Na terceira parte, composta de várias viagens, Swift destina suas farpas mais afiadas aos teóricos, cientistas e políticos. Swift condena a inutilidade do pensamento puramente abstrato e a crença de que a ciência moderna possa fazer avançar a condição moral da humanidade. Não aceita que cientistas opinem fora de sua área, por exemplo, que abordem temas teológicos. É implacável com a política totalitária.


Mas é em Houyhnhnm que Swift atingiria seu auge, transformando a sátira em ódio aos seres humanos. Se antes Gulliver sempre encontrava algo a criticar nos países que visitava, aqui ele enxerga apenas virtudes nos Houyhnhnms e vícios nos Yahoos (homo excrementos). Swift argumenta que o homem não é uma criatura racional, mas apenas um ser capaz de pensamento racional.
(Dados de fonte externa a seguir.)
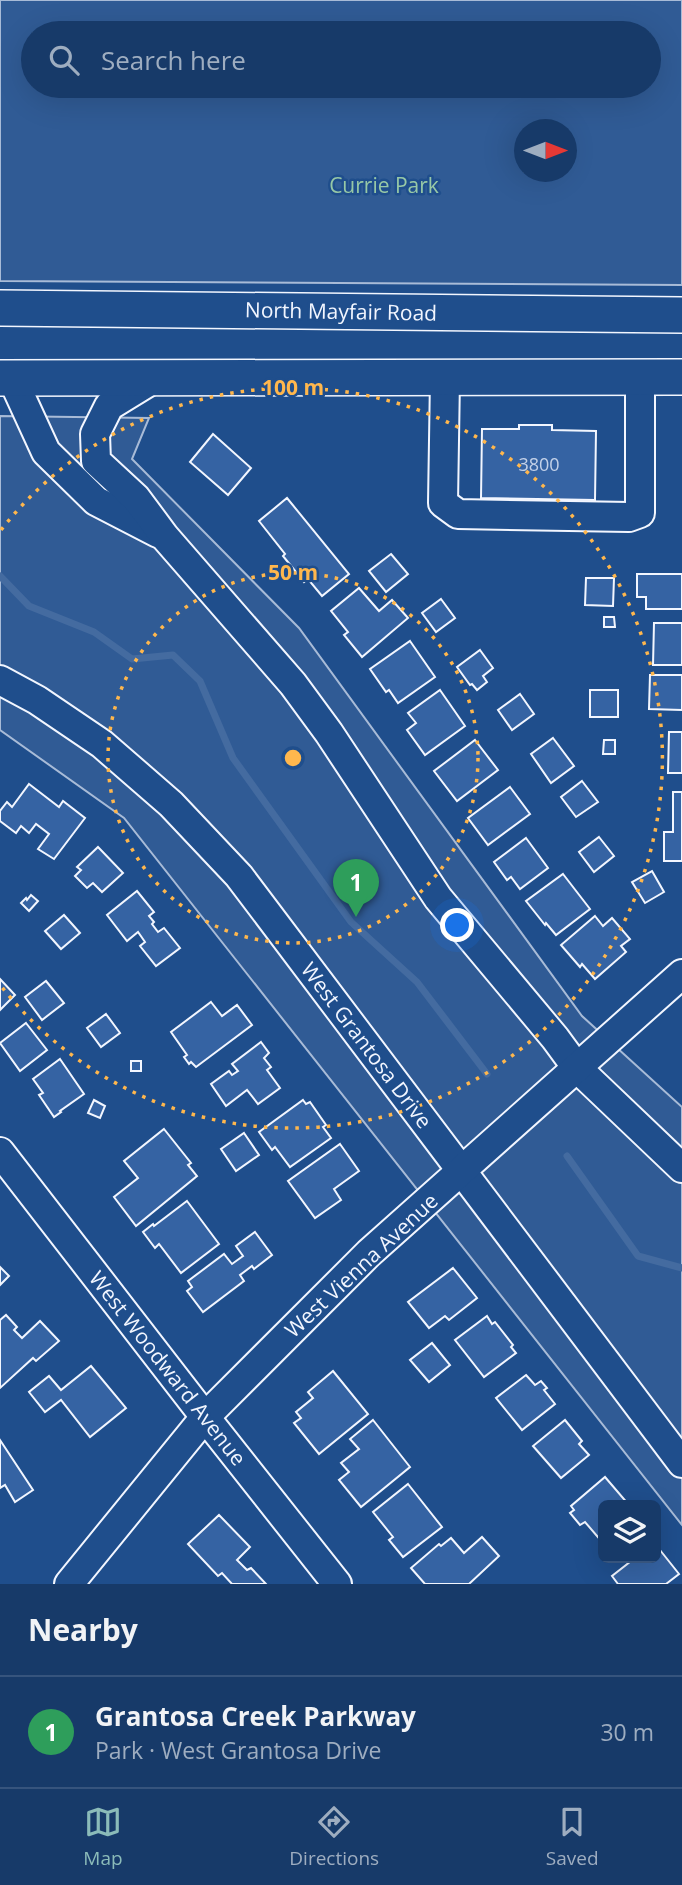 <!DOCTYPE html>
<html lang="en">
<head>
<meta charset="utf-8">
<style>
  :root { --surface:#173a69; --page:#244571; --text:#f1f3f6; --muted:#9eadc0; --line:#36547d; --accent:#8bbbb9 }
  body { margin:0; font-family:"Open Sans",sans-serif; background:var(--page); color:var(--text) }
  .controls { position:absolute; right:21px; bottom:21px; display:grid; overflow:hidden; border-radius:10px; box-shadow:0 7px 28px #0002 }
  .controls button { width:63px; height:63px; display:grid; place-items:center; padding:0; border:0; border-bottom:2px solid var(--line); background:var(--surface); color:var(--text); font:35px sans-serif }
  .compass { position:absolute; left:514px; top:119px; width:63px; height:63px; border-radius:50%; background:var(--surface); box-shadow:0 7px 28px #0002; rotate:90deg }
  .you { position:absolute; left:458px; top:926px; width:24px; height:24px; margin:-18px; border:5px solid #fff; border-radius:50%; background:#1a73e8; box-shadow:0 0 0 10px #1a73e833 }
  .badge { display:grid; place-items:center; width:46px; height:46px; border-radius:50%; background:var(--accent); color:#fff; font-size:23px; font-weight:700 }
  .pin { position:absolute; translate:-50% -58px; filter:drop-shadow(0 2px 4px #0008) }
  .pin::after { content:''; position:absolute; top:37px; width:24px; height:21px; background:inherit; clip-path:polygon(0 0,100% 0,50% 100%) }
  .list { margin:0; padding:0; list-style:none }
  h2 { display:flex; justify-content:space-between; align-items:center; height:91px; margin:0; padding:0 28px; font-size:30px }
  h2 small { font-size:23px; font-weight:400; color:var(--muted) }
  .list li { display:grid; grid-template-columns:46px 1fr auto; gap:21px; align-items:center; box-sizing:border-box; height:112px; padding:0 28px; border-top:2px solid var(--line) }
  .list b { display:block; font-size:26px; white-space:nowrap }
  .list p { margin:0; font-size:23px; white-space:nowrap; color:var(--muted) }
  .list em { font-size:23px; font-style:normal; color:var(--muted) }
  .icon { flex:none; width:38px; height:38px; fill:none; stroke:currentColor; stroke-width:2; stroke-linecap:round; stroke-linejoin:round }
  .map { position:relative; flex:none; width:682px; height:1584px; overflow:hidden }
  .search { position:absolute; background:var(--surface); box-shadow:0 7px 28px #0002; left:21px; right:21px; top:21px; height:77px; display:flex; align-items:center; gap:18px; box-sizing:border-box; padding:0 24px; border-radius:38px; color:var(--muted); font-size:26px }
  .sheet { height:203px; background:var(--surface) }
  nav { display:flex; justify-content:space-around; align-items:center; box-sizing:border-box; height:98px; border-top:2px solid var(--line); background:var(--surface); font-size:19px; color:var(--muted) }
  nav a { display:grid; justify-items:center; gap:4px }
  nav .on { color:var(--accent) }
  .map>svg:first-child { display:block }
</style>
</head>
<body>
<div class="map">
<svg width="682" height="1584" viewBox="0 0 682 1584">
  <rect width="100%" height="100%" fill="#1f4e8c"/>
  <g fill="#305b95" stroke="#a8bbd7" stroke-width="2" fill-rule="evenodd">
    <path d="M 0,0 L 682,0 L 682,285 L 0,281 ZM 649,33 L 649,86 L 33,86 L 33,33 ZM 524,130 L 566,130 L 566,172 L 524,172 Z"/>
    <path d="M 0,416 L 149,418 L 132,459 L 299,628 L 582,1016 L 682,1107 L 682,1525 L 124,818 L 0,730 Z"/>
  </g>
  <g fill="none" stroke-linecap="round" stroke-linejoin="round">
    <g stroke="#446ba0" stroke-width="7">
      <path d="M 0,576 L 29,606 L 94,632 L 132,659 L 173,655 L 200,681 L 233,758 L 351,922 L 417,982 L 487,1074"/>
      <path d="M 567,1156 L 638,1256 L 682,1268"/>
    </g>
  </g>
  <g fill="#3563a3" stroke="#f2f6ff" stroke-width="2">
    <path d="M 519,425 L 552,425 L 552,430 L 596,431 L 595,500 L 481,498 L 482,429 L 519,429 Z"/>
    <path d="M 213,434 L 251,468 L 228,495 L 190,462 Z"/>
    <path d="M 287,498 L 349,574 L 322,596 L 308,579 L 304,582 L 283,556 L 285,554 L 259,521 Z"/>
    <path d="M 391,554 L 408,574 L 386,592 L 369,571 Z"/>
    <path d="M 637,574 L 682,574 L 682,609 L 646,609 L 646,597 L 637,597 Z"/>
    <path d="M 586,578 L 614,578 L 613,606 L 585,605 Z"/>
    <path d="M 359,588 L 379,611 L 392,600 L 408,618 L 362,657 L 344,635 L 348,632 L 331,611 Z"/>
    <path d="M 441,599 L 455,618 L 436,632 L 422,613 Z"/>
    <path d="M 604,617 L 614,617 L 615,627 L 604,627 Z"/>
    <path d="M 654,623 L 682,623 L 682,665 L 653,665 Z"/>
    <path d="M 410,641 L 435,677 L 398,703 L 389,690 L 386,692 L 370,669 Z"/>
    <path d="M 480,650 L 493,668 L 483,676 L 487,682 L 477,690 L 472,684 L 470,685 L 457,667 Z"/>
    <path d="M 650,675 L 682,675 L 682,710 L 649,709 Z"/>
    <path d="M 440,690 L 465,726 L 425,755 L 407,730 L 416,723 L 408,713 Z"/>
    <rect x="590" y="690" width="28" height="27"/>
    <path d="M 520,694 L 534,714 L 512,730 L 498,710 Z"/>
    <path d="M 669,732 L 682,732 L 682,773 L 668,773 Z"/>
    <path d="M 553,738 L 574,766 L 551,783 L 531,754 Z"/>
    <path d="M 475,740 L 498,770 L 457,801 L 434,771 Z"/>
    <path d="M 604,740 L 615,740 L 615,754 L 603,754 Z"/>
    <path d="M 582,781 L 598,802 L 576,817 L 561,797 Z"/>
    <path d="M 29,784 L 59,807 L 63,801 L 85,818 L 54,859 L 38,849 L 49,834 L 36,824 L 29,833 L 21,826 L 16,833 L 0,821 L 0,811 L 7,802 L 12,807 Z"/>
    <path d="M 510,787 L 530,814 L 488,845 L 468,818 Z"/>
    <path d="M 673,792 L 682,792 L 682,861 L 664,861 L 664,832 L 673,832 Z"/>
    <path d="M 599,837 L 614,856 L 594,872 L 579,852 Z"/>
    <path d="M 526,838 L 548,868 L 520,889 L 511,877 L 507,880 L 494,862 Z"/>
    <path d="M 98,847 L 123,873 L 102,892 L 93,883 L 87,888 L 75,876 L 81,870 L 77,867 Z"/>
    <path d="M 652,871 L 664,892 L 645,903 L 632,882 Z"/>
    <path d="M 563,874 L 590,909 L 556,935 L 546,923 L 545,925 L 526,901 Z"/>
    <path d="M 137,891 L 154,912 L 149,916 L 154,922 L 152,924 L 158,932 L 164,928 L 180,948 L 156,966 L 140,946 L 145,942 L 138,932 L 127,941 L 107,915 Z"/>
    <path d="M 31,895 L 38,901 L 29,911 L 21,903 L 26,898 L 27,900 Z"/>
    <path d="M 64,915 L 80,933 L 61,949 L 45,931 Z"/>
    <path d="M 595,916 L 603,926 L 612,918 L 630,939 L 621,946 L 626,952 L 595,979 L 582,964 L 580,967 L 561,945 Z"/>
    <path d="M 0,979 L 15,995 L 0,1010 Z"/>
    <path d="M 46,981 L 64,1003 L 42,1020 L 25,997 Z"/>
    <path d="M 211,1002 L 222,1016 L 237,1005 L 252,1025 L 196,1067 L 191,1062 L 189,1064 L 184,1057 L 187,1055 L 171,1032 Z"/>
    <path d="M 106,1014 L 120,1033 L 101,1047 L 87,1028 Z"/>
    <path d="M 26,1023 L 47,1050 L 20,1071 L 0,1043 Z"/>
    <path d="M 261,1042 L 269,1053 L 264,1058 L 271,1067 L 267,1070 L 280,1088 L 258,1104 L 247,1090 L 226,1106 L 211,1084 L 229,1071 L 232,1075 L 238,1071 L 232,1064 Z"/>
    <path d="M 60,1059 L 84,1094 L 60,1111 L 61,1112 L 54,1117 L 39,1095 L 43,1093 L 33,1079 Z"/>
    <rect x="131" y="1061" width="10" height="10"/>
    <path d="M 94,1100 L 105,1106 L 100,1118 L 88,1113 Z"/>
    <path d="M 303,1100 L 306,1104 L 310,1102 L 326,1125 L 323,1127 L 331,1138 L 290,1167 L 275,1147 L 272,1150 L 259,1132 Z"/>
    <path d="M 164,1129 L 191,1163 L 188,1165 L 197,1176 L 136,1226 L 114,1197 L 138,1178 L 124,1161 Z"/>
    <path d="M 244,1133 L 259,1155 L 236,1171 L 221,1149 Z"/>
    <path d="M 340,1144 L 359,1171 L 334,1189 L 341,1200 L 315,1218 L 288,1181 Z"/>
    <path d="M 187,1201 L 219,1244 L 181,1273 L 159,1244 L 155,1248 L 143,1232 L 153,1224 L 154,1226 Z"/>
    <path d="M 255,1232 L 272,1255 L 254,1269 L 252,1266 L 240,1275 L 244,1281 L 203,1312 L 187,1291 L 192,1287 L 188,1281 L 224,1254 L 232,1264 L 243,1256 L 236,1246 Z"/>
    <path d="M 0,1267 L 9,1276 L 0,1285 Z"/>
    <path d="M 453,1268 L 477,1298 L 449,1320 L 445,1316 L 429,1328 L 408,1302 Z"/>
    <path d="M 6,1315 L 17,1327 L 14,1330 L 22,1338 L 40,1321 L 59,1341 L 36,1361 L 33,1358 L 0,1388 L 0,1320 Z"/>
    <path d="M 487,1316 L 492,1324 L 495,1322 L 513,1345 L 511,1347 L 516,1353 L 484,1377 L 455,1340 Z"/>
    <path d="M 432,1343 L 450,1365 L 429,1382 L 410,1360 Z"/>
    <path d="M 91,1366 L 126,1408 L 90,1437 L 61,1400 L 45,1412 L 29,1392 L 49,1376 L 61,1390 Z"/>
    <path d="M 333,1371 L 368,1414 L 319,1454 L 294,1423 L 301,1418 L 296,1412 L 313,1398 L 308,1392 Z"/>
    <path d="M 526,1375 L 535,1385 L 541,1381 L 547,1388 L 544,1390 L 555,1404 L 522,1430 L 496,1398 Z"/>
    <path d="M 373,1420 L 410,1467 L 361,1507 L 339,1480 L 349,1472 L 341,1463 L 359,1449 L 350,1439 Z"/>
    <path d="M 565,1420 L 582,1441 L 579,1444 L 589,1455 L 561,1478 L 533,1446 Z"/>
    <path d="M 0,1440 L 33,1490 L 15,1502 L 5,1485 L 0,1488 Z"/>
    <path d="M 605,1477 L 629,1505 L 603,1505 L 603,1543 L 585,1522 L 580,1525 L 570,1513 L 574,1510 L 571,1506 Z"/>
    <path d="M 408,1484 L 442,1527 L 403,1557 L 389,1540 L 393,1537 L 373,1512 Z"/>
    <path d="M 219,1515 L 250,1547 L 237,1560 L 247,1570 L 251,1568 L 266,1584 L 232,1584 L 222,1573 L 218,1576 L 188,1544 Z"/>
    <path d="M 482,1537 L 499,1556 L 469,1584 L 425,1584 L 411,1568 L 439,1544 L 441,1546 L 451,1538 L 464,1553 Z"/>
    <path d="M 656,1545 L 679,1574 L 666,1584 L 618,1584 L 612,1576 L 635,1558 L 656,1558 Z"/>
  </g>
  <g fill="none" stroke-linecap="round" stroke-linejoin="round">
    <g stroke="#f2f6ff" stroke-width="32">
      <g id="minor">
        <path d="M 12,378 L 46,452 L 96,501 L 158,533"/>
        <path d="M 445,378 L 443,503 L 458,514 L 629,517 L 640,513 L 640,377"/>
        <path d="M 153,379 L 109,406 L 95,434 L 96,461 L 136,498 L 165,537 L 293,684 L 329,733 L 438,898 L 555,1038 L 577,1068 L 682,1168"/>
        <path d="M 0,680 L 37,700 L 102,744 L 171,804 L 239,876 L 682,1463"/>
        <path d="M 0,1152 L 205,1417 L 337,1584"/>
        <path d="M 69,1584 L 205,1417 L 369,1253 L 682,974"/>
      </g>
    </g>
    <g stroke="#f2f6ff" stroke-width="38">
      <g id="major">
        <path d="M 0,308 L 682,315"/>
        <path d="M 0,378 L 682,377"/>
      </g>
    </g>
    <use href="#minor" stroke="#1f4e8c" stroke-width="28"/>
    <use href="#major" stroke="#1f4e8c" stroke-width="35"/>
  </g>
  <g fill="none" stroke="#ffb74d" stroke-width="3.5" stroke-dasharray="3.5 7">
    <circle cx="293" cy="758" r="185"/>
    <path d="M1 530A370 370 0 1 1 1 986"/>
  </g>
  <g text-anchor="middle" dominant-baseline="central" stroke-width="5" stroke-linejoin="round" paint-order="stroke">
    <g font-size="18" fill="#c3d1e8">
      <text x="539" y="464">3800</text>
    </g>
    <g font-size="21" fill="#97c8a6" stroke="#1f4e8c">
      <text x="384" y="185">Currie Park</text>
    </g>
    <g font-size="21" fill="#f2f6ff" stroke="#1f4e8c">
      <text transform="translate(341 311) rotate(1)">North Mayfair Road</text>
      <text transform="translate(367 1045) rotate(53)">West Grantosa Drive</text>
      <text transform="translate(361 1265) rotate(-43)">West Vienna Avenue</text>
      <text transform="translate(168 1368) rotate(52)">West Woodward Avenue</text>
    </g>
  </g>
  <circle cx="293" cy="758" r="10" fill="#ffb74d" stroke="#1f4e8c" stroke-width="3.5"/>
  <g font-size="21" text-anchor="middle" font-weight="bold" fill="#ffb74d" stroke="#1f4e8c" stroke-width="5" stroke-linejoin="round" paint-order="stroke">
    <text x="293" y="395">100 m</text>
    <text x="293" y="580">50 m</text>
  </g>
</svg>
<div class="controls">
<button><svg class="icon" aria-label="layers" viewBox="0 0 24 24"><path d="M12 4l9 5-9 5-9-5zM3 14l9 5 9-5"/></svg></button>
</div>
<svg class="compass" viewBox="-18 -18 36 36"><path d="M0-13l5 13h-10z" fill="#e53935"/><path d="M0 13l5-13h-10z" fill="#9eadc0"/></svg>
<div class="you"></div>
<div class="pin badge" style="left:356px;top:917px;background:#2e9e5b">1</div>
<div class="search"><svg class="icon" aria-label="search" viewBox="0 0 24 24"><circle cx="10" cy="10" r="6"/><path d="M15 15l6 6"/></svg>Search here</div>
</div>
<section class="sheet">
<h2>Nearby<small></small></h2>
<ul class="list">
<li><span class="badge" style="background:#2e9e5b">1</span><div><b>Grantosa Creek Parkway</b><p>Park · West Grantosa Drive</p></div><em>30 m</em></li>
</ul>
</section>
<nav>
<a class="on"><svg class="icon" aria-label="map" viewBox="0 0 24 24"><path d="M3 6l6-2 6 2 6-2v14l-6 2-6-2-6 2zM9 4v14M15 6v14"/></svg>Map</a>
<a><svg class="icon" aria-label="directions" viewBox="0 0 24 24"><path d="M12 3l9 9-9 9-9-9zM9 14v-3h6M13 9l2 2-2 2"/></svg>Directions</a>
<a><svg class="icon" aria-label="saved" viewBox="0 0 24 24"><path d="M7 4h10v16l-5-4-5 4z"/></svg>Saved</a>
</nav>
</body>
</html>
Seu ataque é tão fulminante que o aproxima da tradição juvenaliana de mais ridicularizar a sociedade do que buscar, através da sátira, reforma-la. Teria Swift sido demasiado feroz contra seus semelhantes, fazendo com que a sátira perdesse sua eficácia?


Afinal o que Swift queria nos dizer? Ele é um religioso conservador demonstrando que a felicidade não é deste mundo ou um ressentido revolucionário que niilistamente quer o fim da raça humana? No primeiro extremo hipotético Swift estaria satirizando o racionalismo dos deístas manifestado nos Houyhnhnms e sua sociedade anarquista e totalitária (via uso da força da opinião pública). De fato aquela sociedade equina é vazia de amor, substitui o espírito pela razão, é contra a natalidade e recusa a vida – enfim, não é humana. Já no segundo caso, de radical misantropia, Gulliver teria enlouquecido e o exemplo humano a ser seguido seria o capitão português Dom Carlos (exemplo de correção e caridade) que o resgata no final da história.


Mas por que a suposta loucura e a mudança de estilo na última parte já que Gulliver sempre foi a voz julgadora nas viagens anteriores? Teria o ressentimento de Swift inspirado sua revolta contra tudo e todos a ponto de deixar de entender a própria natureza humana e idealizar um “novo homem”?


Independentemente das intenções do autor, Viagens de Gulliver nos faz pensar em quem somos, no que fizemos e se nossas conquistas como um todo são tão meritórias como alguns gostam de pensar.


 

Notas


  • Jonathan Swift (1667 – 1745) nasceu em Dublin, Irlanda. Considerado o primeiro grande escritor irlandês na literatura inglesa, e sua mais aguda e cruel pena.

  • Protestante (foi deão da Saint Patrick em Dublin), partidário do Tory (conservador), Swift sentiu-se depreciado e nunca recompensado por seus esforços junto ao seu partido e à corte.

  • Em 1735 sua memória começa a deteriorar-se, em 1738 começa a demonstrar senilidade e tem um derrame paralisante. Em 1742 oficiais são apontados para cuidar se seus negócios.

  • A repulsa ao corpo físico poderia ser relacionada às suas dificuldades com o sexo oposto.

  • Em nenhum momento da narrativa Swift deixa transparecer sua religiosidade, chegando a enaltecer os deístas Houyhnhnms apesar de ter escrito panfletos contra estes.

  • George Orwell via Swift como um anarquista conservador, rebelde e iconoclasta.

  • A sátira se assemelha a tragédia ao enfatizar a insignificância humana. Mas se na tragédia encontramos o homem enfrentado o sofrimento com nobreza ou sendo enobrecido por este, na sátira a pequenez humana é usada para provocar um desdém divertido, assemelhando-se à comédia na medida em que faz graça das fraquezas e tolices humanas. Porém a comédia enfatiza a natureza humana no homem, ao passo que a sátira tende a mostrar seu aspecto menos humano, mais animal.

  • Deísmo = doutrina que considera a razão como a única via capaz de nos assegurar da existência de Deus, rejeitando, para tal fim, o ensinamento ou a prática de qualquer religião organizada – o deísmo difundiu-se principalmente entre os filósofos enciclopedistas e foi o precursor do ateísmo moderno.